Whether it be an unfortunate evolutionary holdover or a mental disease transmitted by our parents—the science is apparently still up in the air—academic researchers have surely amassed enough evidence of psychopathology that conservatism can listed in the next edition of the Diagnostic and Statistical Manual of Mental Disorders. Reasonable people, such as the distinguished academic researchers cited here, will no doubt agree that until effective treatments can be developed, we should reconsider whether sufferers of conservatism, like other mental defectives, should be allowed freely to exercise the franchise.

Ok.  So I think that article was satirical but it actually cites a number of academic studies which conclude that conservatism is a pathology.  I don’t think these two articles are satire:

Conservatism As A Mental Disorder – And A Threat, by WaltKelly

Is Conservatism a Mental Illness? states:

Resentment has always appeared to be at the core of modern conservatism.
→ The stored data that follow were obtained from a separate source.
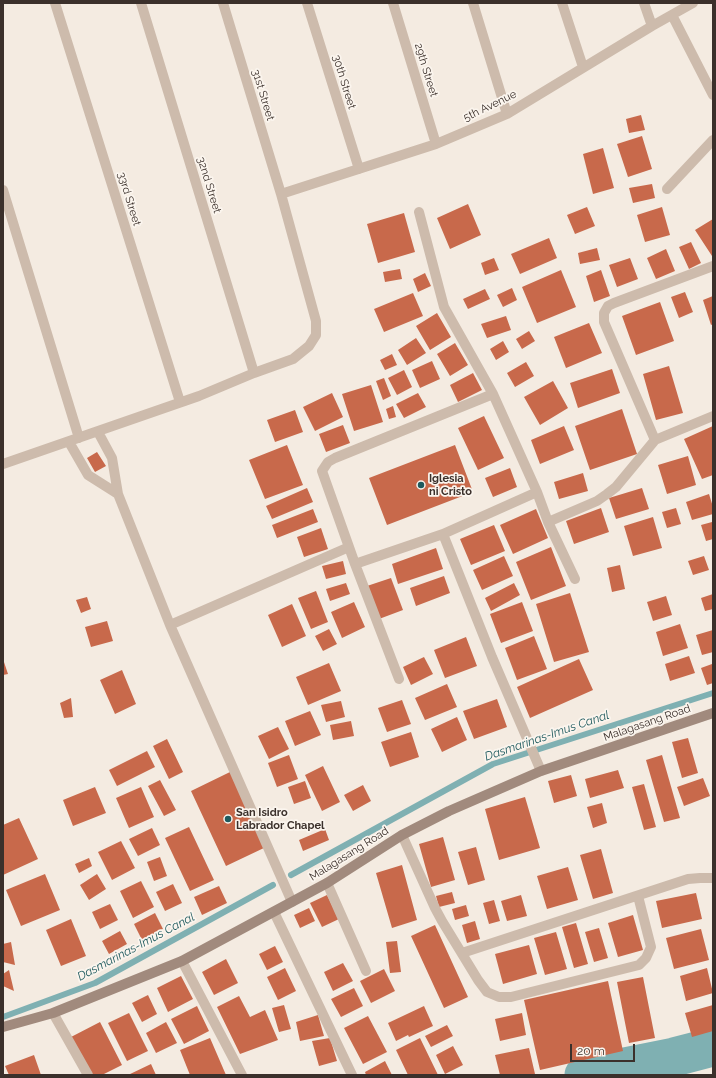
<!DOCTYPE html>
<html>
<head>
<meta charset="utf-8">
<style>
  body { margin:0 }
  #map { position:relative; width:716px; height:1078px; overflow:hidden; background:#f4ebe1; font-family:Raleway,sans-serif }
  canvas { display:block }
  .frame { position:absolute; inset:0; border:4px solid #3b302b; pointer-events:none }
  .scale { position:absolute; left:570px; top:1044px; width:65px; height:18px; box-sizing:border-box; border:2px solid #3b302b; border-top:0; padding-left:5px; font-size:12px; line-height:14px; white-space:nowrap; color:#3b302b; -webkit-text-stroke:3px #fbf5ee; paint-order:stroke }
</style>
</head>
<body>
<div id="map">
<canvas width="716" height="1078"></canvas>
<div class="frame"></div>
<div class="scale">20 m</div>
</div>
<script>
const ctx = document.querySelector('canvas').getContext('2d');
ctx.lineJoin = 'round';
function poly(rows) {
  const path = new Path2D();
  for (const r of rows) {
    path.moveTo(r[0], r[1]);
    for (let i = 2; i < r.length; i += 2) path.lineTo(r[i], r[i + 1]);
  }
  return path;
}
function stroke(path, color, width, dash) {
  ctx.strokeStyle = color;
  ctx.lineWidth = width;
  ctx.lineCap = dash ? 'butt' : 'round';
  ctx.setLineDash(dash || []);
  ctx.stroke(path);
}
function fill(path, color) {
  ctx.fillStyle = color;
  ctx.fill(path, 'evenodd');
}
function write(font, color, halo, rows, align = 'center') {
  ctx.font = font + ' Raleway,sans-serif';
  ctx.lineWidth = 3.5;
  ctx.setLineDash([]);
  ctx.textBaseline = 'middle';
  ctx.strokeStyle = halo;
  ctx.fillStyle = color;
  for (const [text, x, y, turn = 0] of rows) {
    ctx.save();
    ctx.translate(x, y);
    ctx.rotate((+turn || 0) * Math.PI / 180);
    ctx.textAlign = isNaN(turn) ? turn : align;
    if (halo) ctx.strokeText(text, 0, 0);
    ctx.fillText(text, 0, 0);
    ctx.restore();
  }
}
const stream = poly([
  [291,875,493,764,713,693],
  [3,1017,95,983,273,885]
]);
const river = poly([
  [584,1075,674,1057,713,1047]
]);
const building = poly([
  [641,115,645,130,629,133,626,119],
  [642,136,652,169,628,177,617,144],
  [603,148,614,188,593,194,583,154],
  [652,184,655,198,633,203,629,188],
  [468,204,481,235,450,249,437,218],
  [587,207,595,226,575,234,567,215],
  [662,207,670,235,645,242,637,215],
  [404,213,415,252,378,263,367,224],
  [713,219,713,255,712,256,695,230],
  [549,238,557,258,520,274,511,254],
  [691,242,701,263,689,269,679,247],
  [597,248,600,260,580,264,578,253],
  [666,249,675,271,656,279,647,258],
  [494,258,499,270,485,275,481,263],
  [630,258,638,279,617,287,609,265],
  [400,269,402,279,385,282,383,272],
  [561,270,576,307,537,323,522,287],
  [601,270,610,296,594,302,586,276],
  [425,273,431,286,418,292,413,279],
  [512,288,517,300,503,307,497,295],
  [485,289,490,299,468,309,463,299],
  [685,292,693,312,679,318,671,297],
  [413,293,423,316,384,332,374,309],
  [713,296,713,324,711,325,703,300],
  [660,302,674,341,636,355,622,316],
  [437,313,451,337,430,350,416,326],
  [506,316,511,330,487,338,481,324],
  [589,323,602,353,566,368,554,337],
  [529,331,535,341,522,349,516,339],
  [416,338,426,353,407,365,398,350],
  [503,341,509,352,496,360,490,349],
  [455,343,468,365,450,376,437,354],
  [392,354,397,365,385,370,380,360],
  [432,361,440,379,420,388,412,370],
  [526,362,534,376,515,387,507,373],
  [669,366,683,413,656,420,643,374],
  [612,369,620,393,578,408,570,383],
  [404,370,412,387,397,395,388,378],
  [473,373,482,390,458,402,450,385],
  [384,378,391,396,383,400,376,381],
  [553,381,568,408,540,425,524,397],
  [371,385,383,422,354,431,342,394],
  [332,393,343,417,315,431,303,407],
  [418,393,426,407,404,418,396,404],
  [393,406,396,417,389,419,386,409],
  [622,409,637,454,590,470,575,426],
  [295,410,303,432,275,442,267,420],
  [484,416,504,458,478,470,458,428],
  [343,425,350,443,326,452,319,434],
  [564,426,574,450,540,464,531,440],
  [713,426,713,475,702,479,684,439],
  [287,445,303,485,265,499,249,460],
  [455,445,473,492,387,525,369,478],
  [97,452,106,466,95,472,87,458],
  [688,456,696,485,667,494,658,465],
  [510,468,517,487,493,497,485,478],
  [583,473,588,491,559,499,554,482],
  [307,488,313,502,272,519,266,506],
  [642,488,649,509,616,519,609,498],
  [709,494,713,507,713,514,692,520,686,502],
  [601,508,609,532,574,544,566,521],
  [676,508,681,524,667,528,662,512],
  [313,509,318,522,277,538,272,525],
  [536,509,548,538,513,554,500,525],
  [653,517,662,548,633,556,624,526],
  [712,522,713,539,706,541,701,525],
  [494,525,505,551,471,565,460,539],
  [321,528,328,549,304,557,297,537],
  [551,547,566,586,531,600,516,562],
  [436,548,443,569,398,584,392,564],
  [504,556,513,576,482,590,473,570],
  [704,556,709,570,693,575,688,561],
  [343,561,346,574,326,579,322,566],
  [620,565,625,589,612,592,607,568],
  [444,576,450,593,416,606,410,588],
  [391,578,403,610,379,619,367,586],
  [346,583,350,594,330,601,326,589],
  [514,583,520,595,491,611,485,598],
  [316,591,328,622,311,629,298,598],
  [570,593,589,652,554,662,536,604],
  [713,594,713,609,705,611,701,598],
  [666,596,672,615,653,621,647,602],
  [87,597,91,609,81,613,76,600],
  [354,602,365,627,342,638,331,612],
  [522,602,533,631,501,643,490,614],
  [292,604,306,636,282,647,268,615],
  [107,621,113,641,91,647,85,627],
  [680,624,688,648,663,656,656,632],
  [329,629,337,644,323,651,315,636],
  [713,630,713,652,702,655,696,635],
  [534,636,547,669,517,680,505,648],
  [466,637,477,666,445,678,434,650],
  [689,656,695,673,670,681,665,664],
  [424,657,433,674,411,685,403,667],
  [3,659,8,674,3,675],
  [579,659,593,690,530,718,517,687],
  [329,663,341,691,308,705,296,677],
  [712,664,713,683,707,685,701,668],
  [122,670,136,704,115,714,100,680],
  [447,684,457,707,425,720,415,698],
  [71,698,73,717,64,718,60,703],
  [497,699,507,727,474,739,463,711],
  [402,700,411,724,387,732,378,708],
  [341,701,345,717,326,722,321,705],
  [310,711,321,735,295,746,285,721],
  [457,717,467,740,442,752,431,729],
  [351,721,354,736,333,740,330,725],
  [278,727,289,749,269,759,258,736],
  [411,732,419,757,390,767,381,742],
  [688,738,698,773,682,778,672,742],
  [167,739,183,772,169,779,153,746],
  [147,751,155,767,117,786,109,770],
  [289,755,298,779,277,787,268,763],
  [662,755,680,818,664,822,646,760],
  [323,766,340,802,322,811,305,775],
  [618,770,624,788,590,798,585,779],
  [230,772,266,847,226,866,191,791],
  [571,775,577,796,554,803,548,781],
  [703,778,710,796,684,806,677,787],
  [160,780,176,810,164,816,148,786],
  [305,781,311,798,294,804,288,787],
  [644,784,656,827,644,830,632,787],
  [363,785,371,801,353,811,344,795],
  [95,787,106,813,73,826,63,800],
  [141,787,154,817,129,828,116,798],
  [525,797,540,848,499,860,485,809],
  [602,803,607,823,593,828,587,807],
  [19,818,38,859,3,875,3,825],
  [189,827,214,880,190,891,165,838],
  [152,828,160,845,138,856,129,839],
  [325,829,329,840,303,851,299,840],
  [443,837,455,880,431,887,419,844],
  [121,841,135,868,112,880,98,852],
  [476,847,485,880,468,885,458,852],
  [601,849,613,893,593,899,580,855],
  [160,857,167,876,154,881,147,862],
  [89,858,92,866,79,873,75,864],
  [402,865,417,920,392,928,376,873],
  [568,867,578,900,547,909,537,876],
  [45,874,60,910,21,926,6,890],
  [97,874,106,889,89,900,80,885],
  [141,881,154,907,133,918,120,891],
  [173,884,182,903,165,911,156,892],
  [219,886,227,903,202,915,194,897],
  [452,892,455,903,439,907,436,896],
  [696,893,702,919,662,928,656,901],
  [327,895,339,919,322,927,310,903],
  [521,895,527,916,507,921,501,901],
  [494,900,500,921,489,924,483,903],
  [110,904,118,920,100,929,92,912],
  [466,905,469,916,455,920,452,909],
  [309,908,315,921,300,928,294,915],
  [155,913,163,929,142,940,134,924],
  [633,915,643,950,618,957,608,923],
  [71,919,86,956,61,966,46,930],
  [475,921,480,939,467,943,462,925],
  [576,923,588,964,574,968,562,927],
  [435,925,468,997,444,1008,411,936],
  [599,928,608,958,594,962,585,932],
  [701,929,709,960,674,969,666,938],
  [120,931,127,944,109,954,102,941],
  [556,932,567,969,545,975,534,938],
  [397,941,401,972,390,973,386,942],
  [11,942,15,965,3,962,3,944],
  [529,945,537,974,503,984,495,954],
  [275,946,283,962,267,970,259,954],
  [226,959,238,983,214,995,202,972],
  [343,963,353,981,333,991,324,972],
  [285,968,296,991,278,1000,267,977],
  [707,968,713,993,686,1001,680,976],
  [384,969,395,991,371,1003,360,981],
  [9,970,14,991,3,986,3,974],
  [181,976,193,999,168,1012,157,988],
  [643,977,655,1038,629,1043,617,982],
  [608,981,623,1051,540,1070,524,1000],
  [354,988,363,1006,341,1017,331,999],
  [148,995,157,1014,142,1022,132,1003],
  [239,996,250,1017,265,1010,278,1040,240,1054,217,1007],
  [284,1005,291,1029,279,1032,272,1008],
  [713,1005,713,1031,692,1037,685,1013],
  [197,1006,209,1031,184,1044,171,1019],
  [424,1006,433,1026,409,1037,408,1035,396,1041,388,1023],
  [129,1013,148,1051,127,1061,108,1023],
  [522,1013,526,1035,500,1041,495,1019],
  [318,1015,324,1036,300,1041,296,1022],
  [368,1016,387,1052,363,1064,344,1028],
  [100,1022,122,1065,102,1075,90,1075,71,1037],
  [166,1022,177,1043,156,1053,146,1033],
  [447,1025,453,1036,431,1047,425,1036],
  [210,1038,226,1075,190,1075,180,1050],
  [330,1038,337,1061,319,1066,312,1041],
  [420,1038,438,1075,408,1075,396,1050],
  [453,1046,463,1065,445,1074,436,1055],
  [529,1048,535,1074,528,1075,500,1075,495,1055],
  [34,1055,41,1075,9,1075,5,1066],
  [385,1061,392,1075,366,1075,365,1072],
  [151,1064,156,1075,128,1075]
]);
const service = poly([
  [327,883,366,971]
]);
const minor = poly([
  [55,3,180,402],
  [141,3,254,373],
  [307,3,359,169],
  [393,3,436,144],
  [473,3,507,114],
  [562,3,583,67],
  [644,3,652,26],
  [672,15,713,95],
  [667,189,713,140],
  [3,190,79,438],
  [281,194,436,144,507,114,652,26,693,3],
  [419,212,444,307,493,394,537,492,548,522,575,579],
  [493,394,335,458,328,462,322,471,355,564,443,534,537,492],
  [98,432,112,458,118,494,170,625,292,902],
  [655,440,604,322,604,313,608,306,614,303,713,266],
  [69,442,88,475,118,494],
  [3,464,199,396,254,373,293,359,309,346,316,335,316,321,281,194,223,3],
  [548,522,597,501,607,494,616,487,655,440,713,416],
  [443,534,492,657,541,771],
  [355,564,399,679],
  [170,625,349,547],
  [402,835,435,908,442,921,478,980,487,992,499,997,511,997,639,965,646,958,651,947,638,896],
  [274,912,352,1075],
  [462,953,688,879,700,878,713,878],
  [182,961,242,1075],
  [53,1013,88,1075]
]);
const secondary = poly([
  [3,1027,53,1013,182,961,327,883,402,835,449,811,541,771,713,713]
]);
const markers = [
  [421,485,4,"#1f5a5e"],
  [228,819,4,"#1f5a5e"]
];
const streetNames = [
  ["29th Street",426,70,73],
  ["30th Street",344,82,73],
  ["31st Street",263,95,73],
  ["5th Avenue",490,106,-26],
  ["32nd Street",209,185,73],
  ["33rd Street",129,199,73],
  ["Malagasang Road",647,723,-19],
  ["Malagasang Road",349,854,-32]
];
const poiNames = [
  ["Iglesia",429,479],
  ["ni Cristo",429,492],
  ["San Isidro",236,813],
  ["Labrador Chapel",236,826]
];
const waterNames = [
  ["Dasmarinas-Imus Canal",547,736,-19],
  ["Dasmarinas-Imus Canal",136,947,-28]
];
stroke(stream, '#7fb0b2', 6);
stroke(river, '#7fb0b2', 39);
fill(building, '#c8694b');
stroke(service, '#cdbbac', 10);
stroke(minor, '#cdbbac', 10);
stroke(secondary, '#a18a7d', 10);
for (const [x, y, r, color] of markers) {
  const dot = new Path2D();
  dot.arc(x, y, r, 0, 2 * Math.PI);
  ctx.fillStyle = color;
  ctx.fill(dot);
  stroke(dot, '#fbf5ee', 1.5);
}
write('11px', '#3b302b', '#fbf5ee', streetNames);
write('bold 11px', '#3b302b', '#fbf5ee', poiNames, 'left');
write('italic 12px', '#1f5a5e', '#fbf5ee', waterNames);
</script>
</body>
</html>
Now it has grown into a visceral aggressive motivation. Greed and [sic] has always been a part of it too, but the current conservatism is rife with selfishness and total disregard for others.

That pretty much describes to a tee Prof. Stackhouse’s view me.  Thus, his insular, provincial world view will not allow him to see me as anything more than a resentful, angry, greedy conservative bent on destroying everything wonderful that he has ever devoted his life to, the liberal diversity project in a Christian setting.  It is sad really.  Because of it, he is blinded to being able to see that the issues that I raise are serious: (1) dropping academic standards; (2) the exploitation of white adjuncts in higher education; (3) discrimination of overachieving minorities (viz. Asians and Jews) and the favoring of targeted minorities and women; (4) young men and boys dropping out, resulting from the favoring of girls and women and feminized schools; (5) The quest for diversity in the West is leading to a robbery of resources from the global church (reproduce below)[update: I see that Prof. Stackhouse has now graciously acknowledge this point].  He’s sees me as motivated by rage, while I am merely holding to the principled and mainstream conservative values of meritocracy and free market.